- Born: 13 August 1927
- Died: 2 May 2012 (aged 85)
- Education: University of Pennsylvania (BA)
- Occupation: Tournament director of the US Pro Indoor Tennis championships for 25 years.
- Title: Co-Chair of U.S. Pro Indoor
- Spouse: Edward Fernberger (m. 21 June 1947)
- Children: 3

= Marilyn Fernberger =

American tennis tournament director

Marilyn Fernberger (13 August 1927 – 2 May 2012) was the first female co-chair of the U.S. Pro-Indoor Tennis Championship. Her "enthusiasm and dedication for the sport of tennis" earned her induction into the Philadelphia Jewish Sports Hall of Fame in 2002.

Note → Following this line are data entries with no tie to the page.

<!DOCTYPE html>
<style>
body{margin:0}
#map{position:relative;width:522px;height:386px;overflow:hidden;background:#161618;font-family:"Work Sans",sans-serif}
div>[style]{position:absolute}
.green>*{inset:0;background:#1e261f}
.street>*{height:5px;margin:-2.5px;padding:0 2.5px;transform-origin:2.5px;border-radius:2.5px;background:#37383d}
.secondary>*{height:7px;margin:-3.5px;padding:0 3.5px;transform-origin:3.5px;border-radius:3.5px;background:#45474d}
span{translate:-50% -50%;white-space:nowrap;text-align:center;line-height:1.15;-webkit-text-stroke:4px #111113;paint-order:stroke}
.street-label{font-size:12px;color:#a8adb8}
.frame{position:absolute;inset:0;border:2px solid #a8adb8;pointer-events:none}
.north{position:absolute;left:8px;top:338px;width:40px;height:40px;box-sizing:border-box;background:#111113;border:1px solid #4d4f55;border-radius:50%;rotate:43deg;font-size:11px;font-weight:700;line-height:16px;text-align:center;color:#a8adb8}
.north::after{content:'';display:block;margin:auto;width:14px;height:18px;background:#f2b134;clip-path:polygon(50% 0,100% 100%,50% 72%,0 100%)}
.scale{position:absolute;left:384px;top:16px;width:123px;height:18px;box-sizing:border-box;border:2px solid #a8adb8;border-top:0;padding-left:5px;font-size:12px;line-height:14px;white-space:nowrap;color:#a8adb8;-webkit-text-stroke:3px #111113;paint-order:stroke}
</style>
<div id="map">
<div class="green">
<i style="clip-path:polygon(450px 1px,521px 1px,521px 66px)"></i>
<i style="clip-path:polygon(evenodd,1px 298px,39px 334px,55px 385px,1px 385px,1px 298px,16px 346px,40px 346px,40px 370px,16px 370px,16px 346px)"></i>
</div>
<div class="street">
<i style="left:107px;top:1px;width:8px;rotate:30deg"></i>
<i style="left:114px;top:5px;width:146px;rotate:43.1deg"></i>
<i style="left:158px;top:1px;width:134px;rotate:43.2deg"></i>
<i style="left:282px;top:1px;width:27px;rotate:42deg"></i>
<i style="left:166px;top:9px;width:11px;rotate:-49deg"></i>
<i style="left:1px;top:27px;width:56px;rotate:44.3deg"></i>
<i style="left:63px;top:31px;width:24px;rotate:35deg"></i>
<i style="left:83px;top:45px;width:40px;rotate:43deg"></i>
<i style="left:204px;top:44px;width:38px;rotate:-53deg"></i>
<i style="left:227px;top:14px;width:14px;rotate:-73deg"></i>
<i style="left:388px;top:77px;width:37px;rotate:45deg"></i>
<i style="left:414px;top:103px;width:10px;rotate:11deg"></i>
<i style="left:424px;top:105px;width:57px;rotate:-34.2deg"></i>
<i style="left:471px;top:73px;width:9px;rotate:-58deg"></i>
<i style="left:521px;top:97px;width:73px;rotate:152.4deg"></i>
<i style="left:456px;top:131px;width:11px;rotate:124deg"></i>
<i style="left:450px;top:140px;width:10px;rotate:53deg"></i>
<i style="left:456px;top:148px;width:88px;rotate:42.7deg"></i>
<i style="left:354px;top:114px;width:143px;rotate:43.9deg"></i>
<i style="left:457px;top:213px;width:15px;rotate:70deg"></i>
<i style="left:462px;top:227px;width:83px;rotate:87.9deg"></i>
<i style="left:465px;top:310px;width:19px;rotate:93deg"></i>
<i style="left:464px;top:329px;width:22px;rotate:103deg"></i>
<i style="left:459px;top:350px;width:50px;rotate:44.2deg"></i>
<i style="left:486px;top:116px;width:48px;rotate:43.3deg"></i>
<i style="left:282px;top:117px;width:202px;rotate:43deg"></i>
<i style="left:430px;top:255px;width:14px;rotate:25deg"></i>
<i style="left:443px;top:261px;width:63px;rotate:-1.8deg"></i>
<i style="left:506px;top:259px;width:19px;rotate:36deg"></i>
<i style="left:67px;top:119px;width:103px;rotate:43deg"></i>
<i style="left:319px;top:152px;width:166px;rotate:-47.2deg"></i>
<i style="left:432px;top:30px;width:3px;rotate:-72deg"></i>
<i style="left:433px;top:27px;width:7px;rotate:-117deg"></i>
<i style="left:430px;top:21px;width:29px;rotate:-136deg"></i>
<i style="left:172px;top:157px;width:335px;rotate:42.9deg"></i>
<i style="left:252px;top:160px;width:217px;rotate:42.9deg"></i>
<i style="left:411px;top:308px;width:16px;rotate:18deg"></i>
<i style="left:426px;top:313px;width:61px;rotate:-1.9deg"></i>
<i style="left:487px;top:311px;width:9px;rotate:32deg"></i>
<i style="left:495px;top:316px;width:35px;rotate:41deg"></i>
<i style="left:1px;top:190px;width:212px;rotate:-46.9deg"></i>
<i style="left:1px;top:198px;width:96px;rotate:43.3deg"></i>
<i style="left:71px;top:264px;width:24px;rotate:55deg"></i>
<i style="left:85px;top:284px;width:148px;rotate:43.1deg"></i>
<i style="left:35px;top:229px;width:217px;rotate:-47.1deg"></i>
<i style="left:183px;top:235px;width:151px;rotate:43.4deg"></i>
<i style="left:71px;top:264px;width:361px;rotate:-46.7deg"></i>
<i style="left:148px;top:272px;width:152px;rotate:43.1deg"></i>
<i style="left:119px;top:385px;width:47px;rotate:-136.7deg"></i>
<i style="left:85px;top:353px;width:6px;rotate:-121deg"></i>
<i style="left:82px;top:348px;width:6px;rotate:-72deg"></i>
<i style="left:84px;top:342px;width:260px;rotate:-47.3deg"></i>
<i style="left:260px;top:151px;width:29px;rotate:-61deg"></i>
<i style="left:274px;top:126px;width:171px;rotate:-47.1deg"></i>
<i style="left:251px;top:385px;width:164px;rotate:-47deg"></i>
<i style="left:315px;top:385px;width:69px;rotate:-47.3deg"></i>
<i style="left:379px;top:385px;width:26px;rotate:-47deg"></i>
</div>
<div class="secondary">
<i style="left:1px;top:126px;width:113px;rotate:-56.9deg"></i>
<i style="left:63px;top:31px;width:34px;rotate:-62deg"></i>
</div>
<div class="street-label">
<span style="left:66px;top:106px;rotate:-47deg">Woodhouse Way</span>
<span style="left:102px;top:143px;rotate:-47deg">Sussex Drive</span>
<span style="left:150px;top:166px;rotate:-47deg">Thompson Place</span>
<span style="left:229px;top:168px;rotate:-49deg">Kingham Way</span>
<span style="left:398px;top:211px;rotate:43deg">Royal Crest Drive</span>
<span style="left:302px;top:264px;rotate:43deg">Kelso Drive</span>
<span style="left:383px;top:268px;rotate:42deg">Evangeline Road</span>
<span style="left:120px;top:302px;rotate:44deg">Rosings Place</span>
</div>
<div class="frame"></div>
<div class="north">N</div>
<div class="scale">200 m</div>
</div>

== Early life and education ==
Marilyn Fernberger (née Friedman) was born to David and Edith Friedman on 13 August 1927. Marilyn grew up in the Mount Airy neighborhood of Philadelphia, PA. She attended and graduated from the Philadelphia High School for Girls. During her time there she participated in field hockey, tennis, and was on the swim team. After high school, she went to college at the University of Pennsylvania, where she met her husband, Edward Fernberger. There she studied English and political science. She graduated and received her bachelor's degree for those subjects in 1948.

== Career ==
Fernberger became the first female co-chair of a professional tennis tournament, alongside her husband and co-chair Edward (Ed) Fernberger. The United States Tennis Association (USTA) began the Fernbergers' career in tennis, as they first became involved with the Philadelphia district and Middle States section.

They decided to turn the Philadelphia Invitational Indoor, an 8-player male tennis tournament hosted at St. Joseph's Memorial Field House, into the U.S. Pro Indoor hosted at the Spectrum. The U.S. Indoor Pro was part of the World Championship Tennis Circuit and the Grand Prix Tour. During her time as co-chair with her husband, from 1968 to 1992, attendance increased from around 2,500 attendees to over 95,000 including players representing over 20 countries. She is credited for bringing women's professional tennis to Philadelphia, as she chaired the Virginia Slims tournament from 1970 to 1979. Ed and Marilyn Fernberger were nicknamed the "dynamic duo" of the tennis world, as they continued to conduct and promote both youth and adult tennis tournaments.

Marilyn was able to give back to her community and tennis by bringing tennis to the youth of many communities in Philadelphia, especially less-fortunate children. Through fundraising and non-profit organizations, the couple brought free public park tennis programs and other youth programs to Philadelphia.

== Achievements ==
In 2002, Fernberger was given the Chairman's Award and inducted into the International Tennis Hall of Fame for her outstanding service as a board member to the International Tennis Hall of Fame. Following this achievement, she also was recognized as Strathmore's Professional of the Year in 2006 for her work consulting in the world of both sports and arts.

=== Titles and achievements ===
- Strathmore's Professional of the Year (2006) for Consulting/Sports and Arts
- International Tennis Hall of Fame Chairman's Award
- Greater Philadelphia Chamber of Commerce
- Lifetime Member Board of Directors, International Tennis Hall of Fame
- Board of Directors, Philadelphia Sports Congress
- Board of Directors, Philadelphia Museum of Art Associates
- Past President, Rodin Museum of Art
- Co-chair, U.S. Pro Indoor Tennis Championship

== Personal life ==
Marilyn married her husband and business partner Edward Fernberger on 21 June 1947. They had children Edward Jr., Ellen, and Jim Fernberger.

During their careers in the professional tennis industry, both Marilyn and Edward got to know players well as they welcomed them into their home, and Marilyn became close friends with the players and their wives while observing the tournaments. Marilyn and Edward once hosted an indoor open with a variety of tennis players in attendance.